THE BLINDERS ON: "MY OLD KENTUCKY HOME", THE COMPLEXITIES FROM WHENCE WE CAME

Tecumseh Brown

“Poor Uncle Tom, Good Night”

Later today, we will hear it as “My Old Kentucky Home”, the sentimental melody that starts one of the most famous horse races in the world. Everyone in earshot will become Kentuckian for a few moments, shedding a tear for nostalgia few could explain if asked.
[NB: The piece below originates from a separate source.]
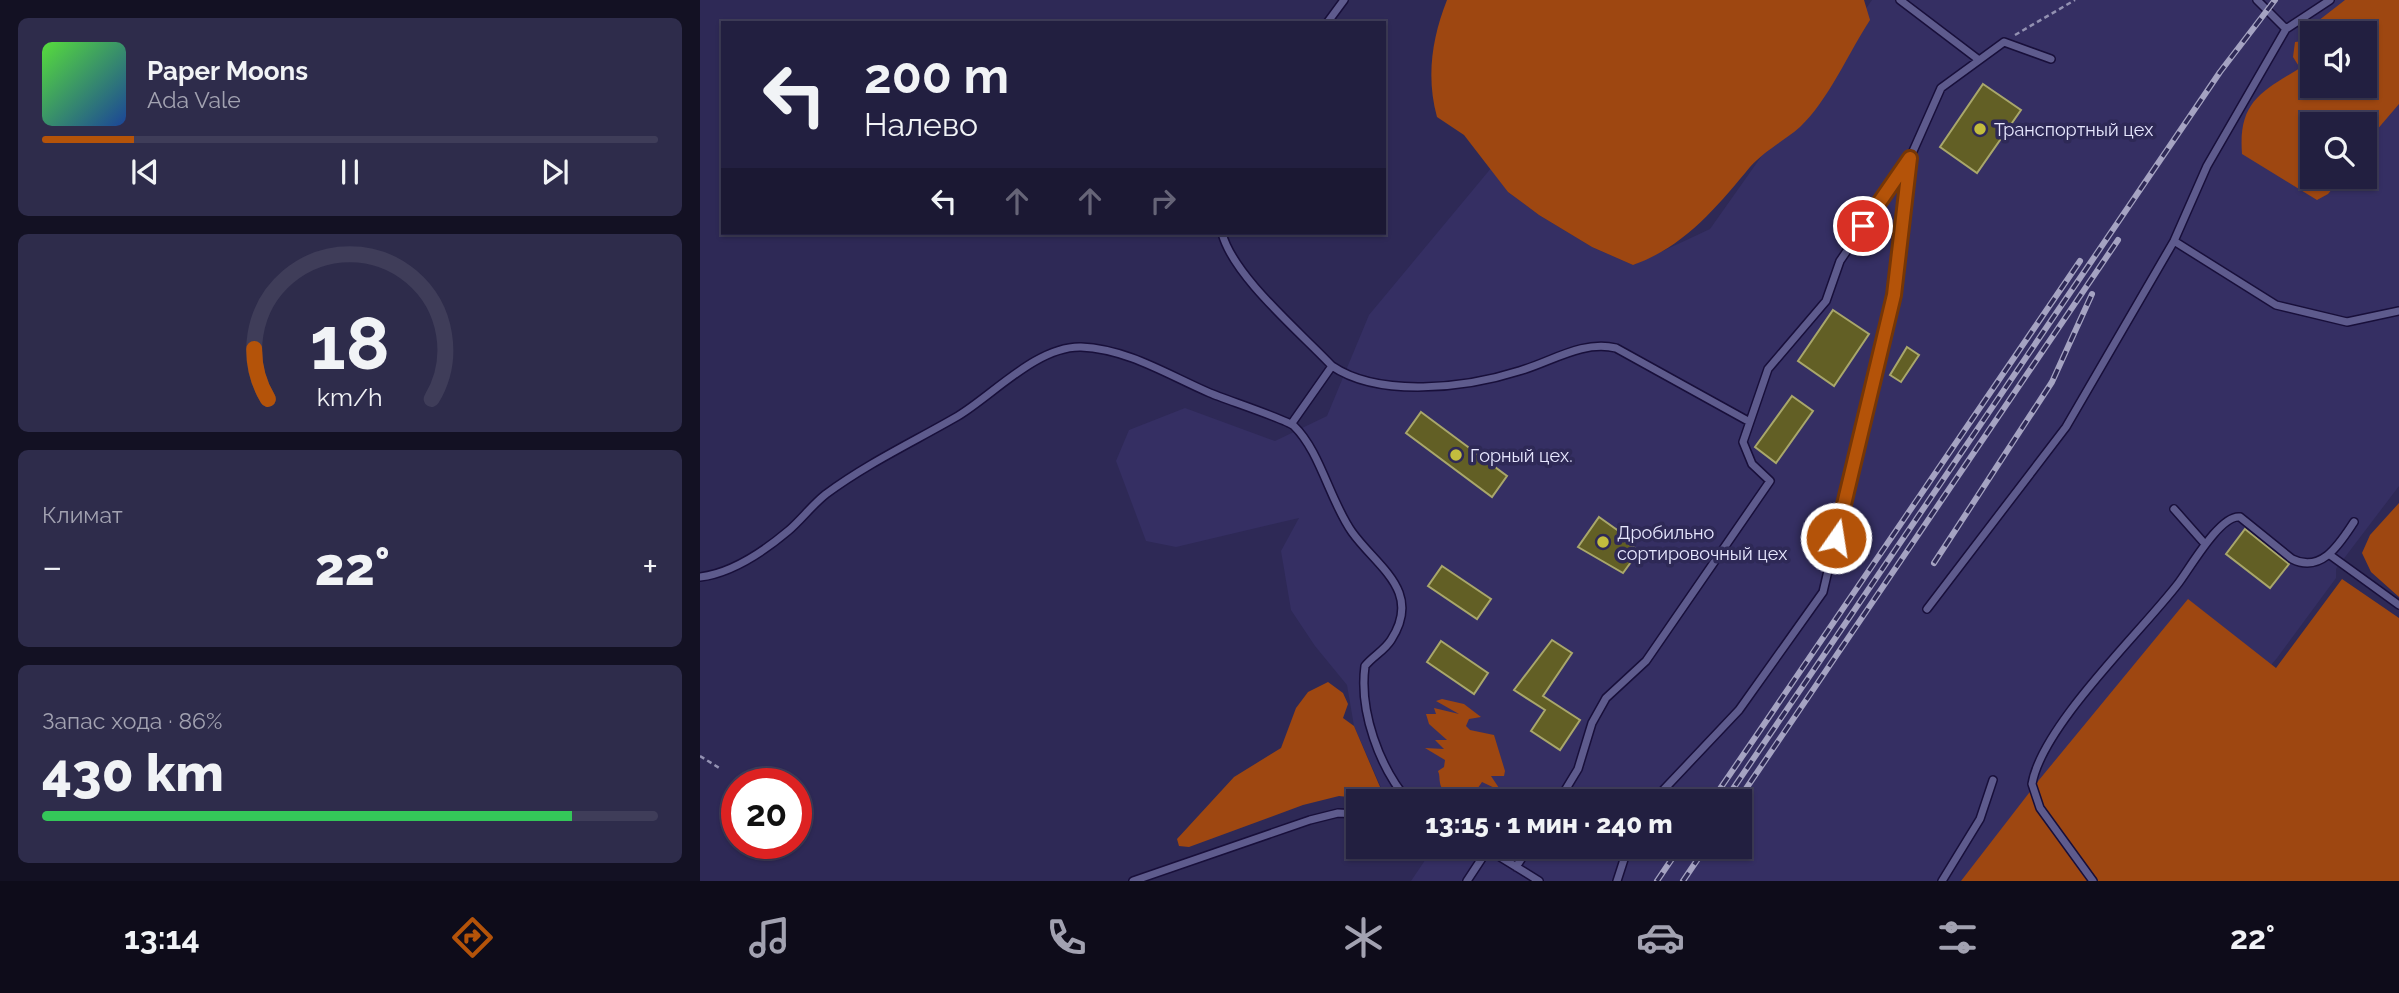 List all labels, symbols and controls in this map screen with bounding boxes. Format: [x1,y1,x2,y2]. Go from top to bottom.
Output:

It has been our state song since 1928, its origins are antebellum, when people of African descent, were considered sub-human often treated little better than livestock. The song’s composer, Stephen Foster, was a “Yankee”, born and living most of his life in Pittsburgh. He specialized in genres of parlor and minstrel songs. The latter was a popular genre, depicting African Americans as simple minded, often self-destructive creatures-- whose trivial lives provided raucous entertainment for the culture that had kidnapped them, disrupted their family systems, stole their labor and robbed them of their spirit.

In Foster’s notebook the piece began as “Poor Uncle Tom, Good Night”, its “voice” was that of an enslaved man that had been “sold off” to a plantation far from his Kentucky “home”. Today his sorrowful lyrics have morphed into an homage to Kentucky’s magical appeal at this time of year, evoking sentiment akin to “Auld Lang Syne”. To others, it provokes quite the opposite. When Japanese students visiting the Kentucky legislature in 1996 sang the original version, there was only one black state representative sitting in the chamber, Carl Hines. His response was to sponsor H.B Resolution 159, revising the lyrics to replace the term “darkies” with "people" at all official state functions featuring the song. (Yes, in 1996 "darkies" was still in the state song.)
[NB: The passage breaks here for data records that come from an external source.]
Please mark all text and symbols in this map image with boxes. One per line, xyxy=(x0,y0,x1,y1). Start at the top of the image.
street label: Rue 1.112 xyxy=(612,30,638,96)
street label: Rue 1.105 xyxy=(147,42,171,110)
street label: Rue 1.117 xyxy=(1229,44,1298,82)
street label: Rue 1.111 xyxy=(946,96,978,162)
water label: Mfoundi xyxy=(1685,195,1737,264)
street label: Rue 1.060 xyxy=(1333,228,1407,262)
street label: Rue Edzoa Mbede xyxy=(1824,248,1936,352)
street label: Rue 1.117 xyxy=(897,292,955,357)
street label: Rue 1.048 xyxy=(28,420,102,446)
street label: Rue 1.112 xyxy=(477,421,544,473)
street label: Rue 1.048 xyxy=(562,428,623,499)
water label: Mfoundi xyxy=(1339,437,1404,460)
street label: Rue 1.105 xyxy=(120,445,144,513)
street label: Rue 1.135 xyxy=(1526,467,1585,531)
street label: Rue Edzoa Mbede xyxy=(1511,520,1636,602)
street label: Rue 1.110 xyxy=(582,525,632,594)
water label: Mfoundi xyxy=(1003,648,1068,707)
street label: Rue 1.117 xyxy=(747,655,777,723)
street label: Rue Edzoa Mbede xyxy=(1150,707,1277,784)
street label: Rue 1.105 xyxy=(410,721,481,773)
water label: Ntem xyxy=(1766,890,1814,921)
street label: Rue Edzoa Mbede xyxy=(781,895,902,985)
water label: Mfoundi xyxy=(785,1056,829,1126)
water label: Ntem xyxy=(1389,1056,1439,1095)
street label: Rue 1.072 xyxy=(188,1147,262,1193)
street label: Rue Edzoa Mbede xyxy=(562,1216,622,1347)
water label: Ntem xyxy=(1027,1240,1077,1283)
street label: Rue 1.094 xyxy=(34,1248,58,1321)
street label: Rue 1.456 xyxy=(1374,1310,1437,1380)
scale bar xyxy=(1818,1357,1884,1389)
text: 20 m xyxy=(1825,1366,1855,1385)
That same year, The Yale Glee Club was scheduled to perform three Foster songs at The Lincoln Center in Washington D.C. —including “My Old Kentucky Home”. Soon after the choir received the music, its sole African American members Kimberly Daniel and Aurore Victor announced they would refuse to sing the song—not only because of the racist lyrics, but as Ms. Victor stated: "I objected to the songs, because they were historically inaccurate, used derogatory statements, and glorified slavery.” In the end, the club chose not only to omit the song from their program for that evening, but publicly burned a copy of the sheet music.

Thus, in a way that almost nothing else does, the nagging contradiction between the melody's almost narcotic effect and the ugly realities it underplays represents the deep schisms still plaguing our society ...150 years after slavery's end.

It is said Foster, was inspired to write the song while visiting his cousins, the Rowans--who owned a Bardstown, KY plantation, Federal Hill. It is also thought that the wildly popular contemporary novel, “Uncle Tom’s Cabin”, served as his muse. That story, penned by Ohio abolitionist, Harriet Beecher Stowe, was inspired by another enslaved Kentuckian, Josiah Henson, who had succeeded in escaping bondage altogether, making his way to Canada.

Despite their good intent and obvious empathies for the enslaved, Foster and Stowe perpetuated racial stereotypes that they themselves obviously embraced. The comforting imageries (e.g., nurturing Mammy or the long-suffering servant, faithful even to those who counted and sold humans like sheep, etc.) belie the gross inhumanity that fueled this country’s wealth and economy.

Even so, “My Old Kentucky Home” was a cultural rarity in that it suggested an enslaved person was more than a beast, but a human capable of love and feelings of loss. In a society where selling a black human of any age, away from all he or she knew was viewed as serious as moving a parakeet from one cage to another—Foster was going a bit "rogue".

Even Frederick Douglass spoke to the significance of Foster’s and similar works when addressing The Ladies Anti-Slavery Society in Rochester New York, at their 1855 meeting: “These are heart songs, and the finest feelings of human nature expressed in them... ‘Lucy Neal’, ‘My Old Kentucky Home’ and ‘Uncle Ned’ can make the heart feel sad and merry and can call forth a tear and a smile. They awaken the empathies for the slave, in which anti-slavery principles take root, flourish and grow.”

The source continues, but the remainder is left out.